Collected data entries
========================================

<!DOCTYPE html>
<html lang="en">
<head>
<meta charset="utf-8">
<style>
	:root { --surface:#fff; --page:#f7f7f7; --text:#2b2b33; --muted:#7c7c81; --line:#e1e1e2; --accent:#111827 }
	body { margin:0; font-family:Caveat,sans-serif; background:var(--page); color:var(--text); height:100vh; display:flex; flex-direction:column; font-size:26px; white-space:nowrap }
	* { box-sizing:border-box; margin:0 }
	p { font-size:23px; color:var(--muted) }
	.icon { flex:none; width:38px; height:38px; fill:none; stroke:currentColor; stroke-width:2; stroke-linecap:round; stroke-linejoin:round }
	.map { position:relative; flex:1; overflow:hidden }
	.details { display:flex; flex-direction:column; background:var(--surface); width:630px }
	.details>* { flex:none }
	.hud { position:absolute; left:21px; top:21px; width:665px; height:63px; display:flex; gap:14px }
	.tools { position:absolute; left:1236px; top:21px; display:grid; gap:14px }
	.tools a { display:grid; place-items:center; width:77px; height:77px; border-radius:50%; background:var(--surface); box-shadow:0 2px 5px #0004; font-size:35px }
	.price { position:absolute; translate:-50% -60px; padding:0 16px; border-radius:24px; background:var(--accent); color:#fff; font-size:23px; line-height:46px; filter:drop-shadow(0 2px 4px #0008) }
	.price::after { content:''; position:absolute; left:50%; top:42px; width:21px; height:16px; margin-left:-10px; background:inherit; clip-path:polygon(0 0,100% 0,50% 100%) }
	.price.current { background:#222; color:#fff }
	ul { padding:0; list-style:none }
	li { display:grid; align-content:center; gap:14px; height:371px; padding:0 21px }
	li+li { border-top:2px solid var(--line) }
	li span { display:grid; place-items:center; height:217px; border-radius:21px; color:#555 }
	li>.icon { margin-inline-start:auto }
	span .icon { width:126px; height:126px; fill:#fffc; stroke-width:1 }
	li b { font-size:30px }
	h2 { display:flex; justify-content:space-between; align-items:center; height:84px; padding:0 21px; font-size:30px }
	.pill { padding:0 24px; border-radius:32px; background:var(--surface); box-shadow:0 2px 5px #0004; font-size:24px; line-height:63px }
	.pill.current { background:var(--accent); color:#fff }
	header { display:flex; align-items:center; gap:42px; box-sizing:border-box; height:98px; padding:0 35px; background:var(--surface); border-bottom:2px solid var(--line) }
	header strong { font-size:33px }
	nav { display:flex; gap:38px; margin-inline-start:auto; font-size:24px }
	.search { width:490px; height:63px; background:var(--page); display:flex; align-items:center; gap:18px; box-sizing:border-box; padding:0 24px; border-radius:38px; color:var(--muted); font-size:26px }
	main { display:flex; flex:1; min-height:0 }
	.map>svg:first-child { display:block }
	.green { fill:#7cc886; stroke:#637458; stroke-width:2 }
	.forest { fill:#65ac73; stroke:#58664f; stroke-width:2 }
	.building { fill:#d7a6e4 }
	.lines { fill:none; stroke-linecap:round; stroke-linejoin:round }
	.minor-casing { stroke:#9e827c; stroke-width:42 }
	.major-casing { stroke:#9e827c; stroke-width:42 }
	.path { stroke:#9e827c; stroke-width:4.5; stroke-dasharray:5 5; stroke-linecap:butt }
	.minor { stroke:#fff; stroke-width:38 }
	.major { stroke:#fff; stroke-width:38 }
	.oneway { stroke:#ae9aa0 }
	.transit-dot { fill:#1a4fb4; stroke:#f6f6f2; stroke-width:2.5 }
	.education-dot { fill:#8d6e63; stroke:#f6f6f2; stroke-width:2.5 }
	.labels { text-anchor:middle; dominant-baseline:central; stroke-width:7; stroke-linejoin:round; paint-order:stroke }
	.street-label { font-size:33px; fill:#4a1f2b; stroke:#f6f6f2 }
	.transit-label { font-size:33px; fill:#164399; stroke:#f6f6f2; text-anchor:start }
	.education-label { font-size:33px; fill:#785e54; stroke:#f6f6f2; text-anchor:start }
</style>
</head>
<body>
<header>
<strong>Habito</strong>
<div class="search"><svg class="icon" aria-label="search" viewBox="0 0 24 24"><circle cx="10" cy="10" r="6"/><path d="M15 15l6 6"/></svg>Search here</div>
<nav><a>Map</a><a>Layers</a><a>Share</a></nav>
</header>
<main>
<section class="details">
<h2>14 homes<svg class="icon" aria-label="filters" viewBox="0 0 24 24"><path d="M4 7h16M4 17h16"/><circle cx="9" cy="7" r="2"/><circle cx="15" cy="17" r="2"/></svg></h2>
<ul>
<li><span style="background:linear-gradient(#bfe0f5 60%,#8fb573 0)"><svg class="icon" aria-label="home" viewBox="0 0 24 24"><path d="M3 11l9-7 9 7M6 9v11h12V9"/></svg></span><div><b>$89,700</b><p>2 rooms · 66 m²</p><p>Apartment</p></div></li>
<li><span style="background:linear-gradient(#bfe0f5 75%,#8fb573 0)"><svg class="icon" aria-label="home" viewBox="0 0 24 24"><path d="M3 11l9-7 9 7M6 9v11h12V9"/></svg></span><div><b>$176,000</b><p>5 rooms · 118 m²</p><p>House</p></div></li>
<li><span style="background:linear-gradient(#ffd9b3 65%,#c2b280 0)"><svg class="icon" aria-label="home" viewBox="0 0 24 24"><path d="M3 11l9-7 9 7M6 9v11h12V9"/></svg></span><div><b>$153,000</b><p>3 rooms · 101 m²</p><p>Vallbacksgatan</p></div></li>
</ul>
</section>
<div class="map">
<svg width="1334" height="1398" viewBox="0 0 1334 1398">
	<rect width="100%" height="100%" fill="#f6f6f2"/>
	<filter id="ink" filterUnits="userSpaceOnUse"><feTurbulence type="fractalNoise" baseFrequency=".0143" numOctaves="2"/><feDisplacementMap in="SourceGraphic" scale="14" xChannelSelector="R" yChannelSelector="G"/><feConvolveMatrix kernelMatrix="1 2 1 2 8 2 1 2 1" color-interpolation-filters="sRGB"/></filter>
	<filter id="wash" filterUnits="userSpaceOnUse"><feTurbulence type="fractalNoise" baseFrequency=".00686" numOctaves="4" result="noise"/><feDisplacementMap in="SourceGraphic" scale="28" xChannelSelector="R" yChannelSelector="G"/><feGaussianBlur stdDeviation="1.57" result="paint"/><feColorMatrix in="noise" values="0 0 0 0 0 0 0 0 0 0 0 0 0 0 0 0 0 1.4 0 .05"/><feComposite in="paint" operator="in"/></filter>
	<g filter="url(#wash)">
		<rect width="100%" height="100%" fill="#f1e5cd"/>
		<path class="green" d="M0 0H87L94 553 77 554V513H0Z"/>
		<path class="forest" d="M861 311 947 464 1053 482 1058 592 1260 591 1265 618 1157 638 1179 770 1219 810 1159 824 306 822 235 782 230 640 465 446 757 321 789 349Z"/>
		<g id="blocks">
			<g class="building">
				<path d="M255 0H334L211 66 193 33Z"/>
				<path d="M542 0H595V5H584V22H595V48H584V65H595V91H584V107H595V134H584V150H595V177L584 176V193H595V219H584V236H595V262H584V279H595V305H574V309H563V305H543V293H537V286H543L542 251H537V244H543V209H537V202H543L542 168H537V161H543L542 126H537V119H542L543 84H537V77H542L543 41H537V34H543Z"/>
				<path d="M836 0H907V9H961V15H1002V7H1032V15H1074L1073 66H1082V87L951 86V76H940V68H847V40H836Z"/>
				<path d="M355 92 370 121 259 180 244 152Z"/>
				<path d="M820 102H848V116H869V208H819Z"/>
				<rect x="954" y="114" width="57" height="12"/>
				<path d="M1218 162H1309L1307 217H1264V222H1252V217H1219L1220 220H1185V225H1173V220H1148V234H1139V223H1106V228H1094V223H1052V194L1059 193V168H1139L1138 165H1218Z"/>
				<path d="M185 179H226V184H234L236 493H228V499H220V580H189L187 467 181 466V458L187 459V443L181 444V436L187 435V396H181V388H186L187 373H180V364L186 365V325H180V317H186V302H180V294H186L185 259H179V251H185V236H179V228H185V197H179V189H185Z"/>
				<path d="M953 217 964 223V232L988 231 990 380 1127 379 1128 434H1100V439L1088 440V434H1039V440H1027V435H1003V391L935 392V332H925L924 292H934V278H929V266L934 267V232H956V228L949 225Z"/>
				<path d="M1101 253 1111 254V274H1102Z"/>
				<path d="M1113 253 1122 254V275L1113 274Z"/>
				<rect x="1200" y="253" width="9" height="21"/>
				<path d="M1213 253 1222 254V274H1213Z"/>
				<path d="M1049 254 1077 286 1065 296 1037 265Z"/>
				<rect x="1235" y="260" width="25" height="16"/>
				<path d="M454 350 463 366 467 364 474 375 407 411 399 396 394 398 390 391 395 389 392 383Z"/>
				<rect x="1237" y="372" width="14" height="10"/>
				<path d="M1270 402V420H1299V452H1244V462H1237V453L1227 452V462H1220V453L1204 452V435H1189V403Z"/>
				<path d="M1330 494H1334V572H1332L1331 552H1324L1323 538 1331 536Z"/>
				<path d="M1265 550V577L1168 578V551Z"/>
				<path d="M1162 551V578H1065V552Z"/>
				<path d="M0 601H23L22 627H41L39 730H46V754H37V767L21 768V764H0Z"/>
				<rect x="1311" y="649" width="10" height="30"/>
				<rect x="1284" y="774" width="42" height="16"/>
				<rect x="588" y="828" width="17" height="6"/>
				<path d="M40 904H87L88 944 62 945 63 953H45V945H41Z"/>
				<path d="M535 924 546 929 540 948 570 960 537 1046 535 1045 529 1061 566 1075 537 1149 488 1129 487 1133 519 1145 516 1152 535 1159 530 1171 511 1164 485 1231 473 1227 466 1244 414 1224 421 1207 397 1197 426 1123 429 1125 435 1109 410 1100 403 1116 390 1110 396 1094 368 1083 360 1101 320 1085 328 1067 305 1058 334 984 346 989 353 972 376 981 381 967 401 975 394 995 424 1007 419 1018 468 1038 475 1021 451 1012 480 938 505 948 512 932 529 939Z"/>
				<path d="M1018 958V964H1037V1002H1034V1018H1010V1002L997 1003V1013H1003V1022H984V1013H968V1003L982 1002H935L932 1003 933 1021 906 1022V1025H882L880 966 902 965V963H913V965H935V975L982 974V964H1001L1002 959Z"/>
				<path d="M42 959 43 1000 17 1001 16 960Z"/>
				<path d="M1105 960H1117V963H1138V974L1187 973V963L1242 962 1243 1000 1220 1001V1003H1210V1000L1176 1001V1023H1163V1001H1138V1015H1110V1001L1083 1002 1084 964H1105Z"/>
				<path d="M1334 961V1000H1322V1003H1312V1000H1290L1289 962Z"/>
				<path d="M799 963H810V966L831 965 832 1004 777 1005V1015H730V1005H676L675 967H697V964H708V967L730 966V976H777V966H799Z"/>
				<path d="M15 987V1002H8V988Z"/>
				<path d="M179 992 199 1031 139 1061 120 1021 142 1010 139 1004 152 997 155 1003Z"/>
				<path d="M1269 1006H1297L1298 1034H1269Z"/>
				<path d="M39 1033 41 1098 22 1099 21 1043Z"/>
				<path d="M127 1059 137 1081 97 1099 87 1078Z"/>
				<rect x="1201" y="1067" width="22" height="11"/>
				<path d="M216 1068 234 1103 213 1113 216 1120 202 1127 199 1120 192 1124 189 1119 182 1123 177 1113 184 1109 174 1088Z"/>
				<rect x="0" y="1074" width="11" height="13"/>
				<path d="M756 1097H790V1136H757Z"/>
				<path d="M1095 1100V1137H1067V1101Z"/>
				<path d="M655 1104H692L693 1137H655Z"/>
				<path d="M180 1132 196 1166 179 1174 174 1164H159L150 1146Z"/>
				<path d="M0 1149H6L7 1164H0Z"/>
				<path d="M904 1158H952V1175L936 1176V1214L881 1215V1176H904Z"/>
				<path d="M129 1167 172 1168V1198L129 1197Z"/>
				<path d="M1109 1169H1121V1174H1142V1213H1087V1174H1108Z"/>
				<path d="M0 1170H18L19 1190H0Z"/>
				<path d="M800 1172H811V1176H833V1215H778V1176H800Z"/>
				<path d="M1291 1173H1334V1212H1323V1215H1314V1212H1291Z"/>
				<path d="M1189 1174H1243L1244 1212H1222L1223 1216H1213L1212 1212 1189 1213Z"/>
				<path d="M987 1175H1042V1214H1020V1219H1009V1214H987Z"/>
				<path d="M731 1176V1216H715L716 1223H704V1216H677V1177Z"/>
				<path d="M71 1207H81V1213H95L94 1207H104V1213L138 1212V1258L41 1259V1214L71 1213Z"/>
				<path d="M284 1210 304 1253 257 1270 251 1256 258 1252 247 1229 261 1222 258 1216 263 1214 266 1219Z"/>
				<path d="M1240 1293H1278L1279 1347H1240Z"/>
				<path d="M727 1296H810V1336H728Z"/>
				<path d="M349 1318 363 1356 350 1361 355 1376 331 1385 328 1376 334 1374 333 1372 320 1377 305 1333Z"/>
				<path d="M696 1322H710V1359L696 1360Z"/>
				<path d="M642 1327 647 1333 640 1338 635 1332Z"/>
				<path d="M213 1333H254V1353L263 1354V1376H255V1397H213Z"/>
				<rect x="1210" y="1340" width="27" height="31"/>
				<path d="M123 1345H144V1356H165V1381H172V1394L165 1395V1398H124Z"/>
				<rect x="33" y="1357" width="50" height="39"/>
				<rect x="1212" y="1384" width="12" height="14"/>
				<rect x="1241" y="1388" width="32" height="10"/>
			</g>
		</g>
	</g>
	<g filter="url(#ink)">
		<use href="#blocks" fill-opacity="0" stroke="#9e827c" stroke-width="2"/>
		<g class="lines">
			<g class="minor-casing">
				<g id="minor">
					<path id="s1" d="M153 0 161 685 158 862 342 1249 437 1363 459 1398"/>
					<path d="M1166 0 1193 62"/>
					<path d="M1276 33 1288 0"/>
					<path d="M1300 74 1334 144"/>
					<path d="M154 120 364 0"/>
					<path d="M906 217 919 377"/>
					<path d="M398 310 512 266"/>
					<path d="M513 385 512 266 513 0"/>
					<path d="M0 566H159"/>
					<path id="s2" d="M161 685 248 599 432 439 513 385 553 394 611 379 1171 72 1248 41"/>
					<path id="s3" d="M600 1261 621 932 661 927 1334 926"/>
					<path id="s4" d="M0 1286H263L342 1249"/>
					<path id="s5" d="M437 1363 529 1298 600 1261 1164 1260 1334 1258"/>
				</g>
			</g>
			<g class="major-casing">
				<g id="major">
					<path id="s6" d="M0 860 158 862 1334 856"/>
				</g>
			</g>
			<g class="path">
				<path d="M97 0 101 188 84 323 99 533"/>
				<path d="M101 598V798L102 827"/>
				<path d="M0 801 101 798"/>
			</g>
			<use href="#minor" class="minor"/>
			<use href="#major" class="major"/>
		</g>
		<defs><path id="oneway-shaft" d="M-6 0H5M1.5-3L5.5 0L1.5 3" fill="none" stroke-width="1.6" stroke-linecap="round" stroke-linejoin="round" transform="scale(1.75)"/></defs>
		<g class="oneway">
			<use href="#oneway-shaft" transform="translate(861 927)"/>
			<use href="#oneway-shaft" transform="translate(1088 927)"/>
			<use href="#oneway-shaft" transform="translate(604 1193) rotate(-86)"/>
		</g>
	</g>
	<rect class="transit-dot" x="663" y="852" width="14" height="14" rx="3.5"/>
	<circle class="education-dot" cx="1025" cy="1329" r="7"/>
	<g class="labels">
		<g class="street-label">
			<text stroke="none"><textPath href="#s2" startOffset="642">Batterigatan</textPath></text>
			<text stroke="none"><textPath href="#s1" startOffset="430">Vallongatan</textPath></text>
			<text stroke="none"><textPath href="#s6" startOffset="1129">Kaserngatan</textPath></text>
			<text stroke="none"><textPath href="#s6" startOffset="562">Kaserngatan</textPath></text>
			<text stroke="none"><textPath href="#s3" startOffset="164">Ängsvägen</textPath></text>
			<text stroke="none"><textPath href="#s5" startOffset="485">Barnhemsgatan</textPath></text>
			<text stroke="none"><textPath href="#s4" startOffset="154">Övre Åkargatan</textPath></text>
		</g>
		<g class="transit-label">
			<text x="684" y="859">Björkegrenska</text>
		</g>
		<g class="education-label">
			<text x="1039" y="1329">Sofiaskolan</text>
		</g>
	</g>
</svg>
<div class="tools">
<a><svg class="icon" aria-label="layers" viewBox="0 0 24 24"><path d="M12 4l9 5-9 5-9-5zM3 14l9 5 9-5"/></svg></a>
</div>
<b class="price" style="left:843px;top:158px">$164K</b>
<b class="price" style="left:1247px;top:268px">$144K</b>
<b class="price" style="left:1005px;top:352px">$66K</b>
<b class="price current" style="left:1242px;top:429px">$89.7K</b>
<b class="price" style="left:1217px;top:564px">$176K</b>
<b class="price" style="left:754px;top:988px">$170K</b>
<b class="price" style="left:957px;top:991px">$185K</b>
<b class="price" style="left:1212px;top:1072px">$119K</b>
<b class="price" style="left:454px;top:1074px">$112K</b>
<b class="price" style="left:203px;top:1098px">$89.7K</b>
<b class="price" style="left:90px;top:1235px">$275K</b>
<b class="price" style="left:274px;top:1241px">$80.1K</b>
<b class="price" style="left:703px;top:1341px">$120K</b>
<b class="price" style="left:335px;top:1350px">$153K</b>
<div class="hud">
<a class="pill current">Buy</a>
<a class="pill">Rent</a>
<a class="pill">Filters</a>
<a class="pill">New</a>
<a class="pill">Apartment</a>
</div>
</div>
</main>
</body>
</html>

========================================

• Work item:
Starting with the first line of the data above, copy each line exactly until you reach the line with "display:flex; align-items:center; gap:42px;"; include that line as well.

• Task response:
<!DOCTYPE html>
<html lang="en">
<head>
<meta charset="utf-8">
<style>
	:root { --surface:#fff; --page:#f7f7f7; --text:#2b2b33; --muted:#7c7c81; --line:#e1e1e2; --accent:#111827 }
	body { margin:0; font-family:Caveat,sans-serif; background:var(--page); color:var(--text); height:100vh; display:flex; flex-direction:column; font-size:26px; white-space:nowrap }
	* { box-sizing:border-box; margin:0 }
	p { font-size:23px; color:var(--muted) }
	.icon { flex:none; width:38px; height:38px; fill:none; stroke:currentColor; stroke-width:2; stroke-linecap:round; stroke-linejoin:round }
	.map { position:relative; flex:1; overflow:hidden }
	.details { display:flex; flex-direction:column; background:var(--surface); width:630px }
	.details>* { flex:none }
	.hud { position:absolute; left:21px; top:21px; width:665px; height:63px; display:flex; gap:14px }
	.tools { position:absolute; left:1236px; top:21px; display:grid; gap:14px }
	.tools a { display:grid; place-items:center; width:77px; height:77px; border-radius:50%; background:var(--surface); box-shadow:0 2px 5px #0004; font-size:35px }
	.price { position:absolute; translate:-50% -60px; padding:0 16px; border-radius:24px; background:var(--accent); color:#fff; font-size:23px; line-height:46px; filter:drop-shadow(0 2px 4px #0008) }
	.price::after { content:''; position:absolute; left:50%; top:42px; width:21px; height:16px; margin-left:-10px; background:inherit; clip-path:polygon(0 0,100% 0,50% 100%) }
	.price.current { background:#222; color:#fff }
	ul { padding:0; list-style:none }
	li { display:grid; align-content:center; gap:14px; height:371px; padding:0 21px }
	li+li { border-top:2px solid var(--line) }
	li span { display:grid; place-items:center; height:217px; border-radius:21px; color:#555 }
	li>.icon { margin-inline-start:auto }
	span .icon { width:126px; height:126px; fill:#fffc; stroke-width:1 }
	li b { font-size:30px }
	h2 { display:flex; justify-content:space-between; align-items:center; height:84px; padding:0 21px; font-size:30px }
	.pill { padding:0 24px; border-radius:32px; background:var(--surface); box-shadow:0 2px 5px #0004; font-size:24px; line-height:63px }
	.pill.current { background:var(--accent); color:#fff }
	header { display:flex; align-items:center; gap:42px; box-sizing:border-box; height:98px; padding:0 35px; background:var(--surface); border-bottom:2px solid var(--line) }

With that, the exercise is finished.